Marbella Belles, anyone?
Mutton dressed as trout on MB: even El Dorado was never this funny!
As Saturday night is by far the most common night of the week to venture out (I prefer to leave that to the nice ladies from Northampton), I spent the weekend parked prettily in front of the plasma watching Al Gore’s An Inconvenient Truth on DVD. Good heavens, for a 58-year-old with a Dunkin Donuts problem that man sure does got it going on. There’s just something so unbelievably hot about someone with that much integrity. Whoever said politics is showbusiness for ugly people hasn’t been checking Albert out properly…
Also caugh new ITV1 series, Marbella Belles. Anyone who’s had the misfortune to visit Puerto Banus in Marbella will know that it is truly the arsehole of the earth and about as Spanish as Wormwood Scrubs.
It’s filled with East End cabbies, bent coppers, and fraudulent property developers from Brentwood. if you have anything vaguely resembling a soul, just one day there is enough to make you want to put your head in an oven. So it comes as no surprise to see the calibre of bleached old Essex trouts being trotted out for this hilarious series.

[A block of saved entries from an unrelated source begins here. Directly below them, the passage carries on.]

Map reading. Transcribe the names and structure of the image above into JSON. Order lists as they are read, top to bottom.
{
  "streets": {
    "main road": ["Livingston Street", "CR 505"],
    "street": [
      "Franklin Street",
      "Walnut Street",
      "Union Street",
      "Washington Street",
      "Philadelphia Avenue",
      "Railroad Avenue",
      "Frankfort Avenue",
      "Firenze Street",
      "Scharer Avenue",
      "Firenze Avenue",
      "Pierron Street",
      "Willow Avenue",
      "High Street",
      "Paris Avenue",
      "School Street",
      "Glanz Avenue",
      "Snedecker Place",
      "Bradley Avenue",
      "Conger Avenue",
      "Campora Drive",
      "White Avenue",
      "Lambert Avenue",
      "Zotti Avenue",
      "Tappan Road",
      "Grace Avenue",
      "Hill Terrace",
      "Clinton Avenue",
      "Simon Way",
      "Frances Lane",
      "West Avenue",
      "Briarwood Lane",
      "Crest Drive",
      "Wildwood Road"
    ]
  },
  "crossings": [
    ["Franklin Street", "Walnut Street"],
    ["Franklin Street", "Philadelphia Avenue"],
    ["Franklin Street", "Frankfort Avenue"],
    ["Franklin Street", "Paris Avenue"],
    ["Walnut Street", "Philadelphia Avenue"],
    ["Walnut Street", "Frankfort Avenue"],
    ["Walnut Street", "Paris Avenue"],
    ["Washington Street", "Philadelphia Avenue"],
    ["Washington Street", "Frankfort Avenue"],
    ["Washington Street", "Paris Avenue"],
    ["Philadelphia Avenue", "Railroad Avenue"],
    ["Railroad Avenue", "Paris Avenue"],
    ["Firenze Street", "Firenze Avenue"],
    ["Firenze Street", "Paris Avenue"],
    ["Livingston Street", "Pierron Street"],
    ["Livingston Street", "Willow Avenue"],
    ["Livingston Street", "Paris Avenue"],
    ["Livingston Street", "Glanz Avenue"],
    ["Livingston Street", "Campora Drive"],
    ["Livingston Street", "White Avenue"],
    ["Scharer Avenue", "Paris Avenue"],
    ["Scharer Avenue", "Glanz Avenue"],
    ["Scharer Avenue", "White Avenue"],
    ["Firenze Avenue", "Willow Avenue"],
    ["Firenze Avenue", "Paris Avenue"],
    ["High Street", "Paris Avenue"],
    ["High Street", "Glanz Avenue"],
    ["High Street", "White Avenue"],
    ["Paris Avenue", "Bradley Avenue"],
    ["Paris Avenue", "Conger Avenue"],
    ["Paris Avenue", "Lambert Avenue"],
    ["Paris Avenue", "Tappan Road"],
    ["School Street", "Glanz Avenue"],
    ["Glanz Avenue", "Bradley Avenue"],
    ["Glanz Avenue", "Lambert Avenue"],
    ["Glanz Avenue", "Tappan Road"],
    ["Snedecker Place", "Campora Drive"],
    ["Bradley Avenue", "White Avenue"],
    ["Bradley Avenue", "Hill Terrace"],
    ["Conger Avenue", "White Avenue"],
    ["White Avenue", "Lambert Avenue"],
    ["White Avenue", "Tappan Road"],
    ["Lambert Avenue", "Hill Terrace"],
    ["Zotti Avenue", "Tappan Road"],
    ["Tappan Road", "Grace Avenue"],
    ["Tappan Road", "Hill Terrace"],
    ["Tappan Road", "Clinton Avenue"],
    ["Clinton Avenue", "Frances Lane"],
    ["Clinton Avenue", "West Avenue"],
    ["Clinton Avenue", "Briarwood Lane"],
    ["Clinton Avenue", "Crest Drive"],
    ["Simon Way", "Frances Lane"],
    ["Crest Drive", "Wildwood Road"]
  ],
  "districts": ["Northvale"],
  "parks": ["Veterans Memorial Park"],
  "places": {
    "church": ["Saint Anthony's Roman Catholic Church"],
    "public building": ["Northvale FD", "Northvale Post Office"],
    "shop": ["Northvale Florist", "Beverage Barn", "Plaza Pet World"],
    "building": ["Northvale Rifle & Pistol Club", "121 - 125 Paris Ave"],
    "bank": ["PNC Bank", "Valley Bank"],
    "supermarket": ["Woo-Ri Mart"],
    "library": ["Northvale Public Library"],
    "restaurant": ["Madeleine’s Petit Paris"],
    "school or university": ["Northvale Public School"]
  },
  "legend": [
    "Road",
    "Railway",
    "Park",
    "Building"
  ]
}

First we have cackling, chain-smoking Lisa, who spends so much time dumping baby ‘Blue’ on to Filipino maid Lin Lin it’s safe to say she’d have trouble correctly ID-ing her child in a police line-up. Then there’s Jo whose karaoke rendition of ‘You To Me Are Everything’ doesn’t go down too well with the locals, prompting her to yell, ‘Well, fuck ov ‘ome if you darn’t loik it!’ Oh, but we do like it, Lisa. In fact, nous adorons. Look, I just like to have a laugh at the Essex people. Is that really so wrong?